Believers are sanctified through a lifetime of Sabbath observance.
In other words, the Sabbath is designed to work slowly, quietly, seemingly imperceptivity in reorienting believers’ appetites heavenward.
It is not a quick fix, nor is it necessarily a spiritual high.
It is an ‘outward and ordinary’ ordinance (WSC 88), part of the steady and healthy diet of the means of grace.”[4]
The weekly observance of the Sabbath would have enhanced family relationships, increased knowledge and worship of God, and provided a weekly avenue of growth for the entire nation of Israel.
III.
The Nation of Israel and the Sabbath- Select Scriptures
For the remainder of our time, I want to just look through some passages of Scripture concerning the nation of Israel and the Sabbath.
'Therefore you are to observe the sabbath, for it is holy to you.
Everyone who profanes it shall surely be put to death; for whoever does any work on it, that person shall be cut off from among his people.
Six days may work be done; but in the seventh is the sabbath of rest, holy to the LORD: whosoever doeth any work in the sabbath day, he shall surely be put to death.
Wherefore the children of Israel shall keep the sabbath, to observe the sabbath throughout their generations, for a perpetual covenant.
Six days shall work be done, but on the seventh day there shall be to you an holy day, a sabbath of rest to the LORD: whosoever doeth work therein shall be put to death.
"You shall not kindle a fire in any of your dwellings on the sabbath day."
'For six days work may be done, but on the seventh day there is a sabbath of complete rest, a holy convocation.
You shall not do any work; it is a sabbath to the LORD in all your dwellings.
- God takes the Sabbath seriously
- The Sabbath flies in the face of worldly thinking
Application
While there is much more in the Old Testament regarding the Sabbath (appears 78 times in 61 verses), we have covered the main thoughts found as it relates to the nation of Israel.
We saw the establishment of the Sabbath at creation and noted some of the conclusions for us today.
Now we have examined the Sabbath as the nation of Israel was instructed to keep it.
We learned that it was vital for Israel to guard the Sabbath, to continue to set it apart from every other day of the week.

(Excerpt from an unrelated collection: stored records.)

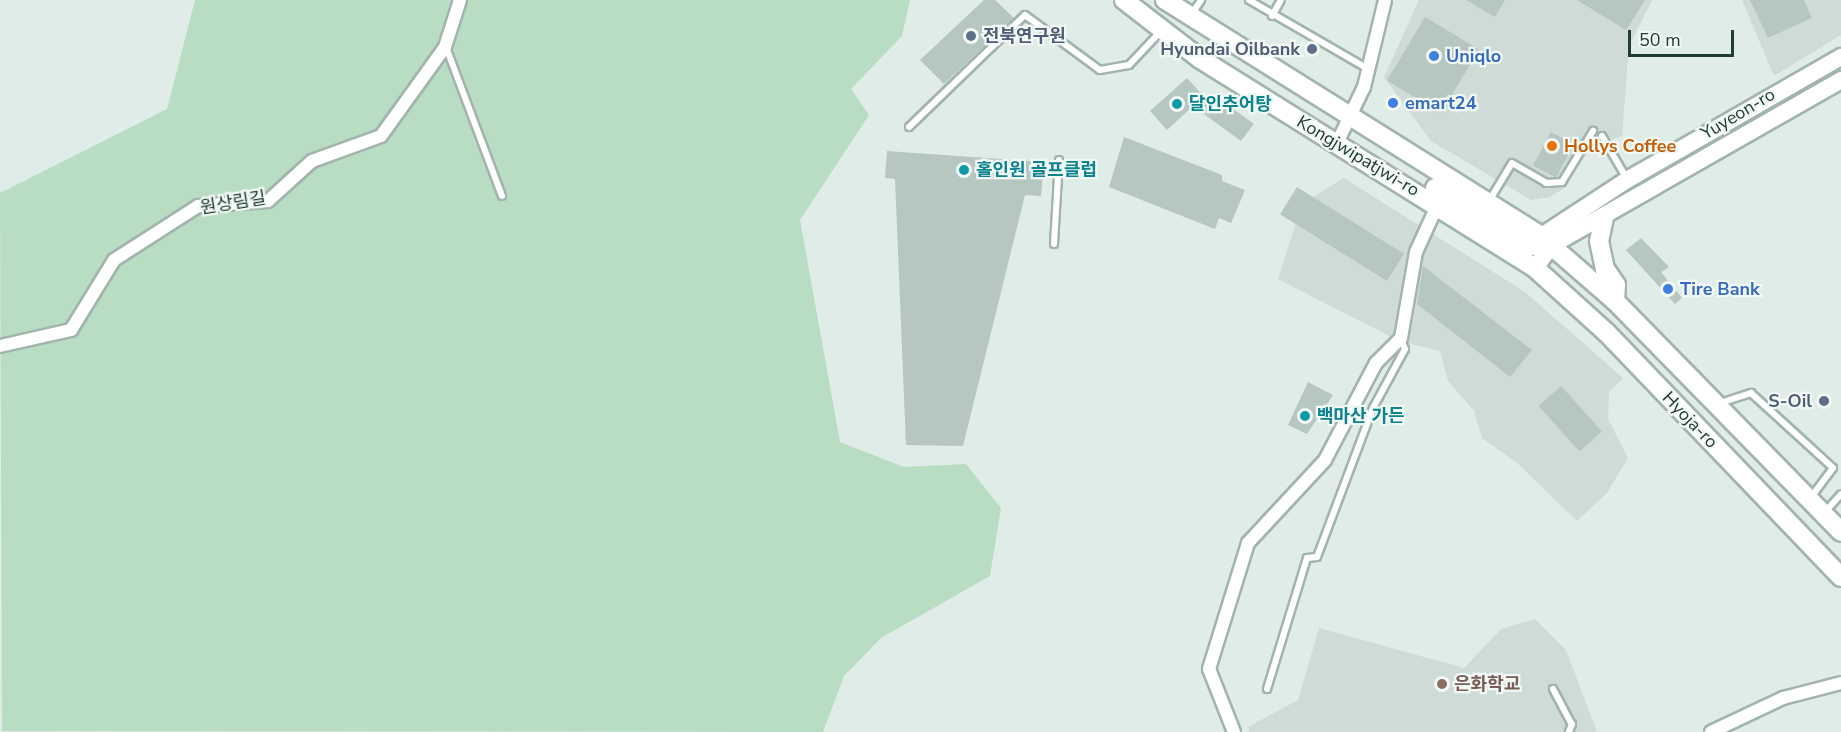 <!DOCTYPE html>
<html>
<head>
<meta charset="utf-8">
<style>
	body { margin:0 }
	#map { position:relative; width:1841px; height:732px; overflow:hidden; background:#e0ece7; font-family:"Nunito Sans","Noto Sans KR",sans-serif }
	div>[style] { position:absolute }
	.built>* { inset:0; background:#cfdbd6 }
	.green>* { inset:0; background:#b9ddc3 }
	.building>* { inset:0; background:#b6c6c0; transform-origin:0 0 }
	.roads { filter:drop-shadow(2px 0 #a3b4ae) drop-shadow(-2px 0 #a3b4ae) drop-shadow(0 2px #a3b4ae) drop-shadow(0 -2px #a3b4ae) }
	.service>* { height:6px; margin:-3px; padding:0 3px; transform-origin:3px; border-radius:3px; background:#fff }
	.minor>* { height:12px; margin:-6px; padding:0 6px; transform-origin:6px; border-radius:6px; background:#fff }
	.tertiary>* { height:16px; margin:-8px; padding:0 8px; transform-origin:8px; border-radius:8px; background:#fff }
	.secondary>* { height:18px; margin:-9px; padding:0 9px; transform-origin:9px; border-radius:9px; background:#fff }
	.dots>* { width:16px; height:16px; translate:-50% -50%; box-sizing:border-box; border:3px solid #f1f8f5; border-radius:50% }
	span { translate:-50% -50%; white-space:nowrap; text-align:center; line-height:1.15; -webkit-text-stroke:4.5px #f1f8f5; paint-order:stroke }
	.service-label { font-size:18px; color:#4e5e75; font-weight:700 }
	.left { translate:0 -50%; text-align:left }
	.right { translate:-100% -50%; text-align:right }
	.shop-label { font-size:18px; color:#366cbe; font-weight:700 }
	.culture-label { font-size:18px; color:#0d838f; font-weight:700 }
	.street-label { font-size:18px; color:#213c35 }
	.food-label { font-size:18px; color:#c56008; font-weight:700 }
	.education-label { font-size:18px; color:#785e54; font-weight:700 }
	.scale { position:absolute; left:1628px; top:30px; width:106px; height:27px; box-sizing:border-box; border:3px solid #213c35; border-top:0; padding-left:8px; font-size:18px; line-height:21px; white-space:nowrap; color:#213c35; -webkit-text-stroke:4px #f1f8f5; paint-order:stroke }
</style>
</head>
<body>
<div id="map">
	<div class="built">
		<div style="clip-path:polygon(1419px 0,1652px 0,1629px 46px,1622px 136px,1586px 147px,1566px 187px,1550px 197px,1531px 200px,1431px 141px,1384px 77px)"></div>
		<div style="clip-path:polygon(1742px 0,1841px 0,1841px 35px,1774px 76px)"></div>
		<div style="clip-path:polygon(1344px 178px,1525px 292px,1623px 378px,1609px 392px,1608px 419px,1628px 458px,1607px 493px,1577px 521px,1516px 462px,1482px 438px,1474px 411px,1448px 381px,1440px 351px,1399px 341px,1278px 279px,1302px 204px)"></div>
		<div style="clip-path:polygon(1535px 619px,1566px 650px,1597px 732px,1249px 732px,1248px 727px,1298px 700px,1319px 628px,1464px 668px,1501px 629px)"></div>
	</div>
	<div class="green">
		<div style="clip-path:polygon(195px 0,910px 0,902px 36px,851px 89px,869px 115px,800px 220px,840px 442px,904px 467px,966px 464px,1001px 508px,990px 576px,881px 638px,844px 676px,823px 732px,2px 731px,0 193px,167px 109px)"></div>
	</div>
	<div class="building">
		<div style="clip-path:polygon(984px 0,995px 0,1014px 18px,944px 84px,920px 60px)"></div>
		<div style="clip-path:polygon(1466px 0,1505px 0,1495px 17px)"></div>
		<div style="clip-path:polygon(1577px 0,1645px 0,1626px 30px)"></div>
		<div style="clip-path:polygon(1750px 0,1804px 0,1812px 18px,1768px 38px)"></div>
		<div style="left:1425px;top:17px;width:63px;height:74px;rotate:31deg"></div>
		<div style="clip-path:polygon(1187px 78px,1215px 109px,1222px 101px,1254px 124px,1241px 141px,1193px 106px,1167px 130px,1150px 111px)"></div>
		<div style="left:1551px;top:132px;width:26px;height:38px;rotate:28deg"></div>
		<div style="clip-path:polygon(1124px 137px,1222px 175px,1222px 181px,1245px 190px,1231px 223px,1219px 218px,1215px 229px,1109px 187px)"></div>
		<div style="clip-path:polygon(887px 151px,1044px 162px,1041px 196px,1025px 195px,963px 446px,906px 445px,895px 179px,885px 178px)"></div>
		<div style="left:1297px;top:187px;width:126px;height:32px;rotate:32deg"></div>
		<div style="clip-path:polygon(1641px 238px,1669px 267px,1661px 272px,1682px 298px,1675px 304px,1626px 250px)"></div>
		<div style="clip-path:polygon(1423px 266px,1532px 350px,1510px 377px,1417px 304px)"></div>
		<div style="clip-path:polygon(1308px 382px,1333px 395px,1307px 434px,1288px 425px)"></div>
		<div style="left:1561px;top:386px;width:61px;height:30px;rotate:48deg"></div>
	</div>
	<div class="roads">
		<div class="service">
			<div style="left:1249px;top:0;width:138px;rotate:30.1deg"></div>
			<div style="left:1191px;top:15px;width:18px;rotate:-56deg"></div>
			<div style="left:1272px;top:16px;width:18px;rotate:-61deg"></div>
			<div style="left:446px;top:47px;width:159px;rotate:69.4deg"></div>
			<div style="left:909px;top:127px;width:161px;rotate:-44deg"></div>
			<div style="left:1025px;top:15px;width:93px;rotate:36.3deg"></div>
			<div style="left:1100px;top:70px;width:29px;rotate:-10deg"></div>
			<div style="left:1129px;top:65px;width:45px;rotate:-46.8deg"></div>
			<div style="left:1602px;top:136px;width:50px;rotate:59.8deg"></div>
			<div style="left:1489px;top:201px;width:44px;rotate:-58.8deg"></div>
			<div style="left:1512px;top:163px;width:39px;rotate:30deg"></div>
			<div style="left:1546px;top:183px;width:16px;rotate:-4deg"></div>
			<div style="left:1562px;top:182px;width:60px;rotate:-58.7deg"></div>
			<div style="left:1054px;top:244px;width:84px;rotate:-86.6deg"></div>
			<div style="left:1720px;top:403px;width:33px;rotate:-18deg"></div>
			<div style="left:1751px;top:393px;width:111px;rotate:42.4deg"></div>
			<div style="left:1833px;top:468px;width:38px;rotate:127deg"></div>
			<div style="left:1824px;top:513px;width:25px;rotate:-48deg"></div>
			<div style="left:1267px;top:689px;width:137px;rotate:-73deg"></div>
			<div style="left:1307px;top:558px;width:10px;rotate:-6deg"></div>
			<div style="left:1317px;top:557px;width:159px;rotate:-69.4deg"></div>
			<div style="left:1373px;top:408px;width:67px;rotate:-61.5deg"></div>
			<div style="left:1405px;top:349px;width:11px;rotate:-112deg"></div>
			<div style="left:1553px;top:689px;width:40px;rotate:62deg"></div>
			<div style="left:1572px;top:724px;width:9px;rotate:111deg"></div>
		</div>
		<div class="minor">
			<div style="left:1337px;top:143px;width:62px;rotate:-64.3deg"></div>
			<div style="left:1364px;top:87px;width:89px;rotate:-76.4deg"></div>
			<div style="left:0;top:346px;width:73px;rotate:-12.7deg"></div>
			<div style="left:71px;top:330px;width:82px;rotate:-58.4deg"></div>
			<div style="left:114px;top:260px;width:100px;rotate:-32.7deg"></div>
			<div style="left:198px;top:206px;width:70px;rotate:-4.1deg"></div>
			<div style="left:268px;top:201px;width:59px;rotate:-42.3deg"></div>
			<div style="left:312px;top:161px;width:73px;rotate:-19.9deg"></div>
			<div style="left:381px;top:136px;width:110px;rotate:-54.3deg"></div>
			<div style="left:445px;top:47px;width:49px;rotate:-72.3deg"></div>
			<div style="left:1234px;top:732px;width:68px;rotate:-111.6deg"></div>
			<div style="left:1209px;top:669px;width:132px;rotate:-72.8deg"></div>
			<div style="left:1248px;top:543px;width:113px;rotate:-47.1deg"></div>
			<div style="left:1325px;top:460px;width:110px;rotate:-62.3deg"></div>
			<div style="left:1376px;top:363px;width:35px;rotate:-45deg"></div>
			<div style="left:1401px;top:338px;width:87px;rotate:-80.1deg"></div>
			<div style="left:1416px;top:252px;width:53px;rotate:-65.4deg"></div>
			<div style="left:1711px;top:732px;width:80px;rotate:-25.3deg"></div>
			<div style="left:1783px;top:698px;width:60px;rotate:-14.5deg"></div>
		</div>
		<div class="tertiary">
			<div style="left:1531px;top:243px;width:115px;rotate:-33.3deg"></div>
			<div style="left:1627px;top:180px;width:247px;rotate:-29.9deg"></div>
			<div style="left:1535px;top:268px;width:29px;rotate:-54deg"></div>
			<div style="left:1552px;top:245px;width:333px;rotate:-29.7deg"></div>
		</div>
		<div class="secondary">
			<div style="left:1124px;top:0;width:95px;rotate:37.7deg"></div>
			<div style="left:1199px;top:58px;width:396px;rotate:32deg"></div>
			<div style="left:1535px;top:268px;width:97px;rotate:42.1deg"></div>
			<div style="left:1607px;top:333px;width:338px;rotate:46.2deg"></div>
			<div style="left:1165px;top:0;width:442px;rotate:32.1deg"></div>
			<div style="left:1539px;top:235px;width:101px;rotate:41deg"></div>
			<div style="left:1615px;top:301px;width:323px;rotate:45.6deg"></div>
			<div style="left:1435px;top:188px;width:110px;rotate:31.9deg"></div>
			<div style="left:1528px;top:246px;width:24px;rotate:-2deg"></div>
			<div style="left:1604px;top:218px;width:24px;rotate:102deg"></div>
			<div style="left:1599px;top:241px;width:29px;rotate:78deg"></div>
			<div style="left:1605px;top:269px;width:19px;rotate:55deg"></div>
			<div style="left:1616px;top:285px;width:16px;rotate:94deg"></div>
		</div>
	</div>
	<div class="dots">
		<div style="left:971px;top:36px;background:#5c6f8a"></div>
		<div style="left:1312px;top:49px;background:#5c6f8a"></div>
		<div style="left:1434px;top:56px;background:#3f7fe0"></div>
		<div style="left:1393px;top:103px;background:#3f7fe0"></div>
		<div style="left:1177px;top:104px;background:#0f9aa8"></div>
		<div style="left:1552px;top:146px;background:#e8710a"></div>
		<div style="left:964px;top:170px;background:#0f9aa8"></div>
		<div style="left:1668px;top:289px;background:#3f7fe0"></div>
		<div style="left:1824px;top:401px;background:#5c6f8a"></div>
		<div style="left:1305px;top:416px;background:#0f9aa8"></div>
		<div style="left:1442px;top:684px;background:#8d6e63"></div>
	</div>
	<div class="service-label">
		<span class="left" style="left:983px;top:36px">전북연구원</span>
		<span class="right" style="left:1300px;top:49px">Hyundai Oilbank</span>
		<span class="right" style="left:1812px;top:401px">S-Oil</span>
	</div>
	<div class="shop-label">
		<span class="left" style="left:1446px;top:56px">Uniqlo</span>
		<span class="left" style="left:1405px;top:103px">emart24</span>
		<span class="left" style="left:1680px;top:289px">Tire Bank</span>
	</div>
	<div class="culture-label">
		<span class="left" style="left:1189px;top:104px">달인추어탕</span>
		<span class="left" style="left:976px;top:170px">홀인원 골프클럽</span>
		<span class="left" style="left:1317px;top:416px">백마산 가든</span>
	</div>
	<div class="street-label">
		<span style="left:1738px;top:114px;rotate:-31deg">Yuyeon-ro</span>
		<span style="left:1358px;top:156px;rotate:31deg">Kongjwipatjwi-ro</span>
		<span style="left:233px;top:203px;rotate:-9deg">원상림길</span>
		<span style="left:1690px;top:420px;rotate:46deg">Hyoja-ro</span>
	</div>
	<div class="food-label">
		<span class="left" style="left:1564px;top:146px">Hollys Coffee</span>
	</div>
	<div class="education-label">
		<span class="left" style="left:1454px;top:684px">은화학교</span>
	</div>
	<div class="scale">50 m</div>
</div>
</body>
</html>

They were to engage in worship and in rest.
How can we apply this today?
1.
Our lives should reflect the holiness of the day.
Just was our Creator God made everything in six days and then rested, we mirror our Creator.
The inclusion of this command in the Decalogue is not a mistake.
God intended for His children, both before the nation of Israel was established, while the nation was in existence, and after the revealing of the Church.
It is a day dedicated wholly to God.
It reflects the character of our holy God.